PA 12-105—sHB 5409
AN ACT CONCERNING THE POSSESSION OF CERTAIN ANIMALS AND PET SHOPS AND CONSUMER REIMBURSEMENT FOR CERTAIN VETERINARY EXPENSES
SUMMARY: This act makes changes in the pet lemon law. It appears to allow pet shop customers to either seek reimbursement for certain veterinarian expenses for a dog or cat that suffers from an illness or congenital defect shortly after the sale, or request a replacement or refund for the animal. The act prohibits pet shops from requiring the consumer to return the animal in order to receive a reimbursement. It requires certain pet shops to (1) post a statement informing customers of their rights under the pet lemon law and (2) give customers a copy of the statement when they buy a dog or cat.
By law, the agriculture commissioner may inspect licensed commercial kennels, pet shops, grooming facilities, and training facilities under certain circumstances. If he finds certain violations or unsanitary conditions, the act authorizes him to impose a fine of up to $500 for each animal subject to the violation.
The law bans potentially dangerous animals, including species of the hominidae family (e. g. , gorilla, chimpanzee, and orangutan), but exempts primates weighing less than 35 pounds at maturity and imported into the state or owned before October 1, 2003. The act extends the exemption for such primates to those imported or possessed before October 1, 2010.
Lastly, the act exempts ferrets, hedgehogs, sugar gliders, and degus from the law and regulations requiring permits for importing, introducing, possessing, or liberating any live fish, wild bird, wild mammal, reptile, amphibian, or invertebrate into the state. The law requires the energy and environmental protection commissioner to adopt regulations specifying the species that must meet permit requirements.
EFFECTIVE DATE: October 1, 2012
PET LEMON LAW
By law, licensed pet shops must, at a dog or cat owner's option, replace or refund the purchase price of a dog or cat that (1) within 20 days after the sale, becomes ill or dies of an illness that existed at the time of sale or (2) within six months after the sale, is diagnosed with a congenital defect that adversely affects, or will adversely affect, its health. In the case of illness or congenital defect, the consumer must present a licensed veterinarian's certificate stating that the animal is ill from a condition that existed at the time of sale or suffers from a congenital defect. If the animal has died, the consumer must present a licensed veterinarian's certificate stating that an illness that existed at the time of sale caused the death.
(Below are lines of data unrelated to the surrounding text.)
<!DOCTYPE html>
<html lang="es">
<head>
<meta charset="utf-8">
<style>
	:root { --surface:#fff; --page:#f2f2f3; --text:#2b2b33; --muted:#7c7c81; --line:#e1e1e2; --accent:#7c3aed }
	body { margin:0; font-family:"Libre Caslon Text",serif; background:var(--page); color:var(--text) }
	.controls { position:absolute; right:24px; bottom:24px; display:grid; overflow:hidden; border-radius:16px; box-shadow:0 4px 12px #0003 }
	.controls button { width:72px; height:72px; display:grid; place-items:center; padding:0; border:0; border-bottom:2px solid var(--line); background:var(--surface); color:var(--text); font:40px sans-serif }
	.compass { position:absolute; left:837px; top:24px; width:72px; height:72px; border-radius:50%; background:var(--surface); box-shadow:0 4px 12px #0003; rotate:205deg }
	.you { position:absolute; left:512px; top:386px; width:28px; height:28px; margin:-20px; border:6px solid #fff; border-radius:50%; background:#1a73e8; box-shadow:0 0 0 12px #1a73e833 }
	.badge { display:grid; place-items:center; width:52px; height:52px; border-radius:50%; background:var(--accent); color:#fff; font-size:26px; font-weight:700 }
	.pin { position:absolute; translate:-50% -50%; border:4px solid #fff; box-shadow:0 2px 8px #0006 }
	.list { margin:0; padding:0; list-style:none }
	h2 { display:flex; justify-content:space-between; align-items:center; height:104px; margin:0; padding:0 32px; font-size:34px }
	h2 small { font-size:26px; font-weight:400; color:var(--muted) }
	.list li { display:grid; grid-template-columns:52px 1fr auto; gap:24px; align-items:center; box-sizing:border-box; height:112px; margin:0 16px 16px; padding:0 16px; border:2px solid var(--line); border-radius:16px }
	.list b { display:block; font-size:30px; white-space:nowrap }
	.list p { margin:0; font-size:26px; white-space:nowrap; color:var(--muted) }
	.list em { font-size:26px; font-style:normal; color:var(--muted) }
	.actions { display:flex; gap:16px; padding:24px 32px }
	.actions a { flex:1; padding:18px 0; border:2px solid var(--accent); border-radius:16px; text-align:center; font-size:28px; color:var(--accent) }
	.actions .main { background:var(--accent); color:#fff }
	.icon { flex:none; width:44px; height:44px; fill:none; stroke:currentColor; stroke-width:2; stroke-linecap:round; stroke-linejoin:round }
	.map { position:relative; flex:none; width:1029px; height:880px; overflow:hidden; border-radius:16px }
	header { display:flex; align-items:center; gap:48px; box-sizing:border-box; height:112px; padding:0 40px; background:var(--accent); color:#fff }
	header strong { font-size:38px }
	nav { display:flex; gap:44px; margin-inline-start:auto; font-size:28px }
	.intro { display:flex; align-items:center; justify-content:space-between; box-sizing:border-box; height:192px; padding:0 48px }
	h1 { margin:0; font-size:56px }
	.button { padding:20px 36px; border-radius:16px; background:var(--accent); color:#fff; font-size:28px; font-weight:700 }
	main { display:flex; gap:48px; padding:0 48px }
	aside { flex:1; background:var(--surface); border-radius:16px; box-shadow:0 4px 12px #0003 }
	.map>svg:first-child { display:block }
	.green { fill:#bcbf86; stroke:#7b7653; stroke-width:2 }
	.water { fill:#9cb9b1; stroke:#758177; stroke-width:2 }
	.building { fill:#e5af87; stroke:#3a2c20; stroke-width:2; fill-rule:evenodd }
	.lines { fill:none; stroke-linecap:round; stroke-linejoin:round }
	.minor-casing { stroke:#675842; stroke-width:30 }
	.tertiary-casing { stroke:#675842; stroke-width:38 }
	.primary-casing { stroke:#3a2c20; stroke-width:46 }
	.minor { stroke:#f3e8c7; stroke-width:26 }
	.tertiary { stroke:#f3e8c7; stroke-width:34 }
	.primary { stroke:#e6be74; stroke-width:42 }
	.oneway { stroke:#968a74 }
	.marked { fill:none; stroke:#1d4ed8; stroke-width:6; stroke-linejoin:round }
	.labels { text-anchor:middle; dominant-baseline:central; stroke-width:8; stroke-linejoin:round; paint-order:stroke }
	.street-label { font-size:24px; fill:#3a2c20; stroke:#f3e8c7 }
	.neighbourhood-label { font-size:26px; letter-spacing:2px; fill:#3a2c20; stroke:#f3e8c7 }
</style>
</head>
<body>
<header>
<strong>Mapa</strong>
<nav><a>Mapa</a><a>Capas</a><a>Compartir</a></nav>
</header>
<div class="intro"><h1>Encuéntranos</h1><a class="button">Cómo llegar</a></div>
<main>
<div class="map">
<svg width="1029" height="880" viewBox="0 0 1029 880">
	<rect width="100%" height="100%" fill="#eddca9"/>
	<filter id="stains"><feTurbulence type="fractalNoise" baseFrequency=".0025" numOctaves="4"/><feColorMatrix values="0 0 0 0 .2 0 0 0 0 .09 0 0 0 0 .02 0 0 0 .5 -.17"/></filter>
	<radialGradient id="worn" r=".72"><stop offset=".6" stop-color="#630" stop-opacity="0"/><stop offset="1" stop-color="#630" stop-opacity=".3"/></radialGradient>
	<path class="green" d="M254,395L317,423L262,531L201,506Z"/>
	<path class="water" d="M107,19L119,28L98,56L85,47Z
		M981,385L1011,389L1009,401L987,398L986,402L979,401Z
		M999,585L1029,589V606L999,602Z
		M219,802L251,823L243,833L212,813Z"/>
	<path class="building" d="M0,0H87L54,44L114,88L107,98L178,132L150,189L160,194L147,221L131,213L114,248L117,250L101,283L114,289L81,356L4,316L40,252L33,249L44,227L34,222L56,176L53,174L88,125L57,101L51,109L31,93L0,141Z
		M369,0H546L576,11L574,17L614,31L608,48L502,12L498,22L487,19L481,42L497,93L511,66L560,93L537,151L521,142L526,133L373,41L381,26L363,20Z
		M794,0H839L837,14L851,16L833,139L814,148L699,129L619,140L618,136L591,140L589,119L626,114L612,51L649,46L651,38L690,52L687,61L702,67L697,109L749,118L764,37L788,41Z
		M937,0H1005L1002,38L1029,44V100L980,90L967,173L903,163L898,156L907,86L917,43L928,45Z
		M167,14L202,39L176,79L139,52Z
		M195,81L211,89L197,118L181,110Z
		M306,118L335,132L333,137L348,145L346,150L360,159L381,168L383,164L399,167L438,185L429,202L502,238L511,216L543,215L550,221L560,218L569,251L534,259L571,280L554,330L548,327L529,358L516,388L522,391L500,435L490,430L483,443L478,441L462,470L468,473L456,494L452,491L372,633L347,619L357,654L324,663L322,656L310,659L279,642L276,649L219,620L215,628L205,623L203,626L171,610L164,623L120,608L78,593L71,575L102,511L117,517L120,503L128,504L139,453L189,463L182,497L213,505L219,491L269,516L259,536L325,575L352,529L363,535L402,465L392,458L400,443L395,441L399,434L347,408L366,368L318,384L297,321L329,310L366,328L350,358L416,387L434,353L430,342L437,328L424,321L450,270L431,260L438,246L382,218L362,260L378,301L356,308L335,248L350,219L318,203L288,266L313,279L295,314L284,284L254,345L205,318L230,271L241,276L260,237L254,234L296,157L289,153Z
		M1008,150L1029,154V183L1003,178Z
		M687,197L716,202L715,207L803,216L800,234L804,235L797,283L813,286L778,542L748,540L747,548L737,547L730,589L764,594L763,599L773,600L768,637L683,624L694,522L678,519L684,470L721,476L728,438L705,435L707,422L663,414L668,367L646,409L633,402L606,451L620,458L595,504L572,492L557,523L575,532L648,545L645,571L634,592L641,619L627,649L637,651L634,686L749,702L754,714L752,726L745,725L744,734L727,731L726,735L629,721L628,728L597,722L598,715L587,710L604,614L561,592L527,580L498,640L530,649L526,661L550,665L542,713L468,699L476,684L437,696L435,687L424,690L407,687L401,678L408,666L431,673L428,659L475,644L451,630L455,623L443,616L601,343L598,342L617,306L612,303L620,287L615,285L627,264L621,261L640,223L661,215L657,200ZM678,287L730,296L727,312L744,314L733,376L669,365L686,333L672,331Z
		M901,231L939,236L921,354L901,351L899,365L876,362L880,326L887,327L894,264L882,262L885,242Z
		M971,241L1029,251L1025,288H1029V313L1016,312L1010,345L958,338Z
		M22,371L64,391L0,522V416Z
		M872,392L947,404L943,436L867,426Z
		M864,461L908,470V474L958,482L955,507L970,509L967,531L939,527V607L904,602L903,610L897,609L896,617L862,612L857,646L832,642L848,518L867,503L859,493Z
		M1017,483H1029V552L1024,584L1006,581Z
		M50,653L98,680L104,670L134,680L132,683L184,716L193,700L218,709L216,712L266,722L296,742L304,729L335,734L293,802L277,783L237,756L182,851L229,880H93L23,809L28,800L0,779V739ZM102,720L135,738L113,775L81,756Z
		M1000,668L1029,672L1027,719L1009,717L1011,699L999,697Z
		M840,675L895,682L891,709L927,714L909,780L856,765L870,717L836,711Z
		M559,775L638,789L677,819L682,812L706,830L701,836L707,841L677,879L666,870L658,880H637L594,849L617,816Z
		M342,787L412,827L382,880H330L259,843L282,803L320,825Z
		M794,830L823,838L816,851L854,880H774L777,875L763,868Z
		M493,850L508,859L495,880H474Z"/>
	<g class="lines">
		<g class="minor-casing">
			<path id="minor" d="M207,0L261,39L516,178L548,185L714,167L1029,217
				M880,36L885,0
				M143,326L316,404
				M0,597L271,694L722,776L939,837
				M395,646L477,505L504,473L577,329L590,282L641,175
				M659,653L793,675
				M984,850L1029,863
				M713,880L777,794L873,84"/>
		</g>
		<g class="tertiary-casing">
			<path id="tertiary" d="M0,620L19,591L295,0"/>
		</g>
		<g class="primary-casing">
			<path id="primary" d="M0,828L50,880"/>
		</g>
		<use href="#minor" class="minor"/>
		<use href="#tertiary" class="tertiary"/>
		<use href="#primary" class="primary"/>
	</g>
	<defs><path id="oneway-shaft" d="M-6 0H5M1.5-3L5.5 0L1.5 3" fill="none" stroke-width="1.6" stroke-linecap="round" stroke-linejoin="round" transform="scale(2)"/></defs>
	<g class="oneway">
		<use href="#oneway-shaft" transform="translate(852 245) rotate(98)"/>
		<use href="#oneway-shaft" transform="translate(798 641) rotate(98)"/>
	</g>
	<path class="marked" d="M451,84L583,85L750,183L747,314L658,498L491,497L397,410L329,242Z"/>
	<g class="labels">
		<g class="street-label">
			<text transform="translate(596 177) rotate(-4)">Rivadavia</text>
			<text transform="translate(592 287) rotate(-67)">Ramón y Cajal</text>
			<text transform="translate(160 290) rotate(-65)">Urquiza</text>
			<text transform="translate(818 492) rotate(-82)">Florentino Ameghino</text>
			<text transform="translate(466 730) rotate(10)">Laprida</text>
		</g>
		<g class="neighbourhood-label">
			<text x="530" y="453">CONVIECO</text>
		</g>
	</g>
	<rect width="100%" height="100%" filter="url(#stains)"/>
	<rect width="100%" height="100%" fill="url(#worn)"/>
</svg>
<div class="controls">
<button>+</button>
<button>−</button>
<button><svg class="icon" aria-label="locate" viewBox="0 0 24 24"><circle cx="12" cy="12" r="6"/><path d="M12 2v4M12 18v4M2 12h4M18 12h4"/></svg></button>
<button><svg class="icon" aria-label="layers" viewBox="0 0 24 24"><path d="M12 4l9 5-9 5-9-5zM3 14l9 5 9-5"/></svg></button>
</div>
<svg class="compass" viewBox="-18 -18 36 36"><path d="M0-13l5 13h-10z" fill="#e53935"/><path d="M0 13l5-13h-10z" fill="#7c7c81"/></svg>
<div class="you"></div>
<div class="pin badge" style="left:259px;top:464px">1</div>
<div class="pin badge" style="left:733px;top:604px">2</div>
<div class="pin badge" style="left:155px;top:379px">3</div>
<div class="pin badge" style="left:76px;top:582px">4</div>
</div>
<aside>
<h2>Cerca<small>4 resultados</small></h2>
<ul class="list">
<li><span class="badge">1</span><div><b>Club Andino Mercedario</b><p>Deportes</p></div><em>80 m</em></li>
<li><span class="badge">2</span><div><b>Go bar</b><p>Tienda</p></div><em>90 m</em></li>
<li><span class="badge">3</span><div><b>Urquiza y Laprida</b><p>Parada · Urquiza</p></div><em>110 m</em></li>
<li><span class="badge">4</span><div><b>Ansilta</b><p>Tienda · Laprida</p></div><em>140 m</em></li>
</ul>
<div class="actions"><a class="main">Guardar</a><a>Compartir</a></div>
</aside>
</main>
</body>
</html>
Under prior law, the pet shop had to reimburse the consumer for any costs, up to $500, associated with veterinarian services related to the animal's illness or congenital defect, upon presentation of the veterinarian's certificate.
The act appears to allow a consumer the option of either seeking reimbursement or requesting a replacement or refund. Thus, the consumer cannot do both. The act also prohibits the pet shop from requiring the consumer to return the animal to the store in order to receive a reimbursement. Prior law was silent on whether the animal must be returned.
Consumer Rights Statement
The act requires each licensed pet shop that sells dogs or cats to post a statement of consumer rights under the pet lemon law in a location readily visible to the public. It must be printed in black lettering of at least 20-point type size on a white background. The pet shop must also provide a copy of the statement to a customer when he or she buys a dog or cat. The agriculture commissioner must prescribe the content of the statement.
PENALTIES FOR CERTAIN VIOLATIONS
If upon inspection of a licensed commercial kennel, pet shop, or grooming or training facility, the commissioner determines that any of the following exists, the act allows him to impose a fine of up to $500 for each animal subject to the violation:
1. the premises are not being maintained in a sanitary and humane manner or in a way that protects public safety;
2. contagious, infectious, or communicable disease or other unsatisfactory conditions exist; or
3. in the case of a pet shop, the shop violates the invasive plant laws.
By law, he may quarantine the premises and animals and issue orders he deems necessary to correct the conditions.